Julia Boorstin spoke with CEO Bob Iger and has her one big takeaway on Disney’s results.
JULIA BOORSTIN, NIGHTLY BUSINESS REPORT CORRESPONDENT: The key takeaway from Disney’s earnings is that Bob Iger’s strategy of building brands to exploit across all of Disney’s platform is working, with all the company’s divisions showing growth.
BOB BIGER, DISNEY CEO: Great, great quarter for the company across the board. Clearly, I think it a great testament to strategy to focus on franchises and our great brands. Parks and resorts, obviously, benefit from that, but also some operational excellence and clear demand around the holiday period. You know, just about any way you look at it, the company had a great quarter and I think, again, it says a lot about the properties, the assets that this company now has.
BOORSTIN: Iger sounds confident that this kind of across the board growth will continue on the strength of the Disney (NYSE:DIS) franchises, as well as a number of other factors. He’s bullish on consumer confidence. He also says that measles has had no impact on attendance at Disneyland and in fact, attendance and reservations are up at the parks so far this quarter. As for ESPN, a huge growth driver for Disney (NYSE:DIS), Iger says he’s not concerned about core cutting.
For NIGHTLY BUSINESS REPORT, I’m Julia Boorstin in Los Angeles.
HERERA: Bill Smead is a long time shareholder of Disney (NYSE:DIS) and he joins us now to give his outlook for the company. He’s CEO and chief investment officer of his own firm Smead Capital Management.
Welcome. It’s a pleasure to have you here, Bill.
BILL SMEAD, SMEAD CAPITAL MANAGEMENT : Thanks for having me.
HERERA: You’ve held Disney (NYSE:DIS) for some time now, some 7 1/2 years. Would you still purchase more or do you think given the run-up that it’s had, that it’s pretty fairly valued here?
SMEAD: Well, it is fairly valued, but between the comments o Mr. Iger who’s done a fantastic job and then being reminded of “Saving Mr. Banks”, the movie a year ago, they’re constantly making investments in either creation of or buying new brands that they can manage and leverage better than other people can.
So, now, “Star Wars” is going to come to the party. Marvel has been a fantastic addition. And so, yes. So, the answer is for a long duration investor like us, we look and we say, 10 years from now, this will be worth a lot more than it is today and it’s worth sitting through the ups and downs of life and bulls and bears and market to get to that.
So, for an investor that’s never owned the shares, we’re very comfortable buying it for them through our capital appreciation strategy. And we wouldn’t up our position right now because it has been getting a lot of popularity the last 12 months.
MATHISEN: One issue that I think many media companies like Disney (NYSE:DIS) are concerned about is the amount of rights fees that hey have to pay for some sports programming. In the case of Disney (NYSE:DIS) and ESPN, it would be the National Football League, the college football championship and other things.

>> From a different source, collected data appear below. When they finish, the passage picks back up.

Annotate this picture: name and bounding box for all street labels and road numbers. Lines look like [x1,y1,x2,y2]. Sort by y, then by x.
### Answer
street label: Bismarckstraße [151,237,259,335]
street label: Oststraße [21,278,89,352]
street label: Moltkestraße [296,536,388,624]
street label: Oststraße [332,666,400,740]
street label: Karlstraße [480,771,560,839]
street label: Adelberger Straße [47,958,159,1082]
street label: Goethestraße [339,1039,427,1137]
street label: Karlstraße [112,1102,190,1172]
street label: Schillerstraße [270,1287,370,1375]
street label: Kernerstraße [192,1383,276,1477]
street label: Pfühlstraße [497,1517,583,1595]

Are you concerned about that impacting their ability to make a nice margin?
SMEAD: Well, it’s a great question. Right now, there’s a lot of single males between 20 and 35, and within five to 10 years, there won’t be, there will probably be 65 percent fewer of those same people. And what they’ll do is they’ll go from being primarily a customer of Disney (NYSE:DIS) through ESPN to being married, having two children, and being primarily a customer of the wholesome family entertainment.

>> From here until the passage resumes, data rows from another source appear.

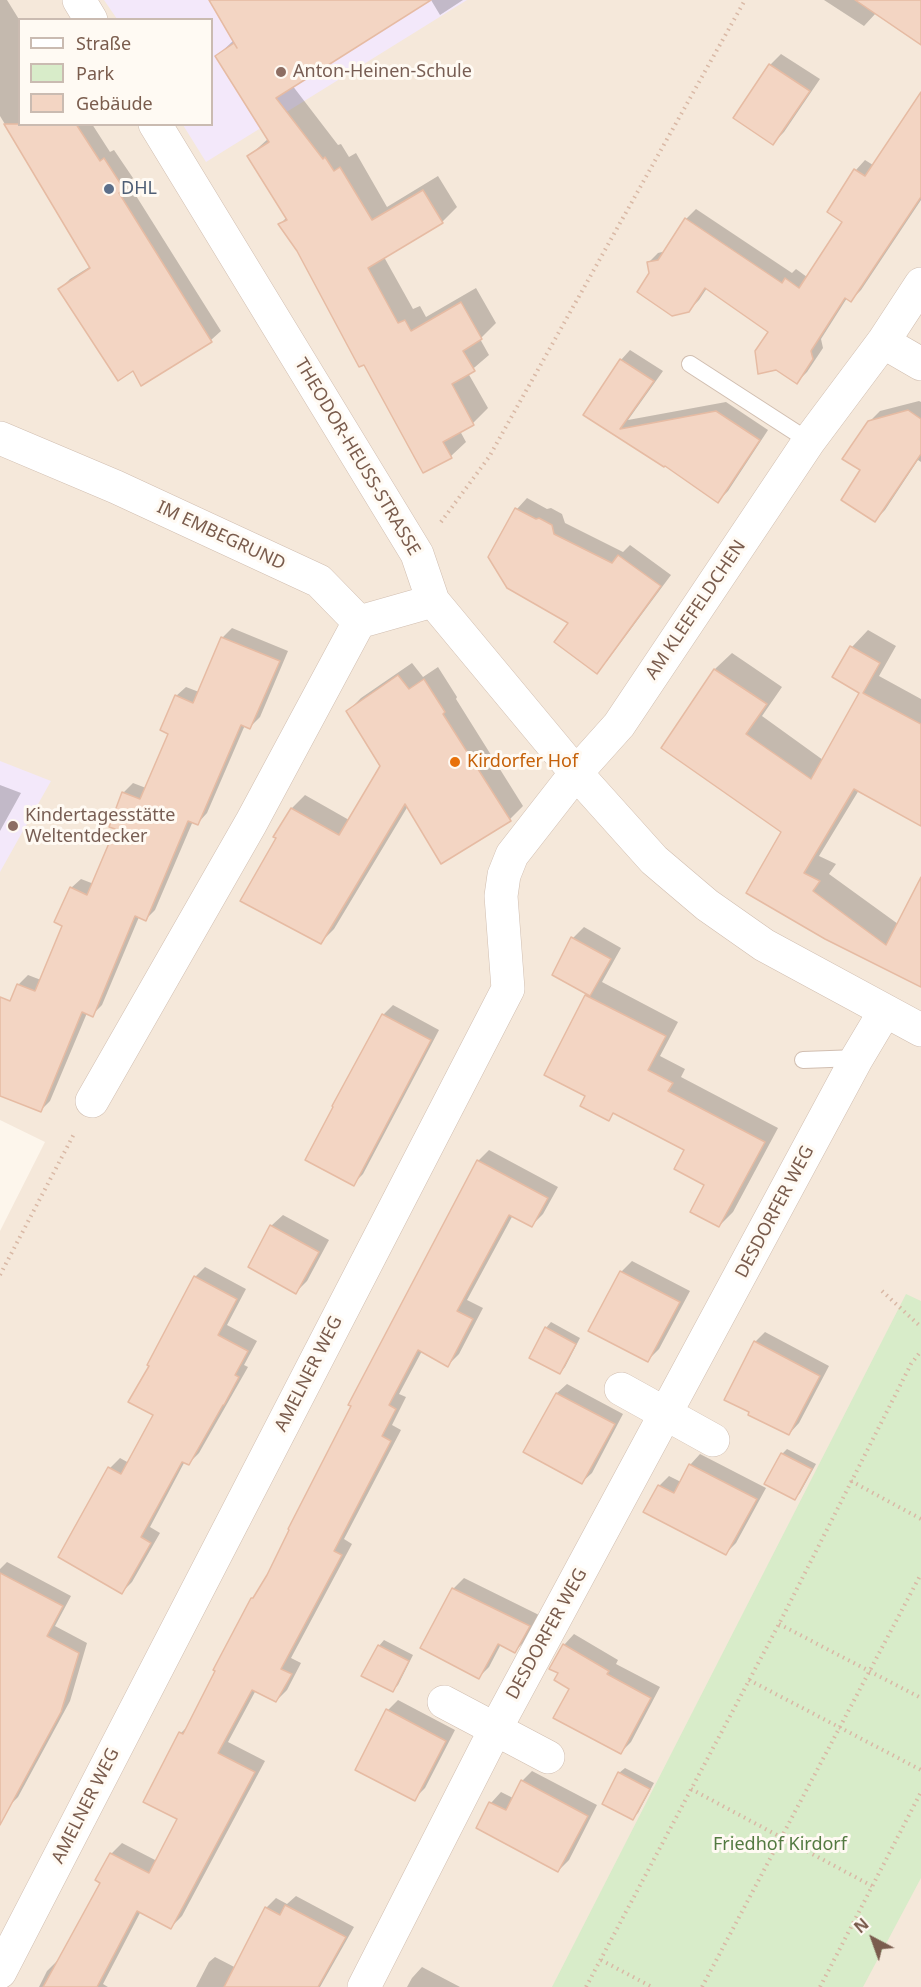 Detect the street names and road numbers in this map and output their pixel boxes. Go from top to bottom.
street label: THEODOR-HEUSS-STRASSE [290,355,424,559]
street label: IM EMBEGRUND [153,497,289,575]
street label: AM KLEEFELDCHEN [641,536,751,684]
street label: DESDORFER WEG [731,1142,819,1282]
street label: AMELNER WEG [271,1313,347,1435]
street label: DESDORFER WEG [502,1565,592,1703]
street label: AMELNER WEG [48,1745,124,1867]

MATHISEN: I was going to ask you what happened to 65 percent of guys. Whew!
SMEAD: That’s what — that’s what happens, is you get married and you basically move through different sectors of the Disney (NYSE:DIS) Corporation.
We like to say they’re the most successful babysitting organization in the world. Obviously, they babysit children but they babysit adult males between the ages of 18 and 100 through ESPN and the sports program.
HERERA: Well, what you have to do is, if you’re that 65 percent is marry a woman who loves Disney (NYSE:DIS) and loves football. So, then, you’re all right. Anyway —
SMEAD: We went to the Super Bowl, and that — we saw a lot of women that do love football.
HERERA: And I’m one of them.
Bill, how much of your confidence in Disney (NYSE:DIS) stems from Bob Iger being with the company? Do you think that the succession plan that’s been put in place will allow the company to continue to perform on so many different of their platforms?
SMEAD: That’s a great question because we all remember that in 1984, that Michael Eisner became the CEO, and he had a second lieutenant by the name of Frank Wells and they did a great job of moving Disney (NYSE:DIS) forward. And, then, unfortunately, Frank Wells died in a helicopter crash in 1984 and Michael Eisner was kid of lost without his good cop there, right?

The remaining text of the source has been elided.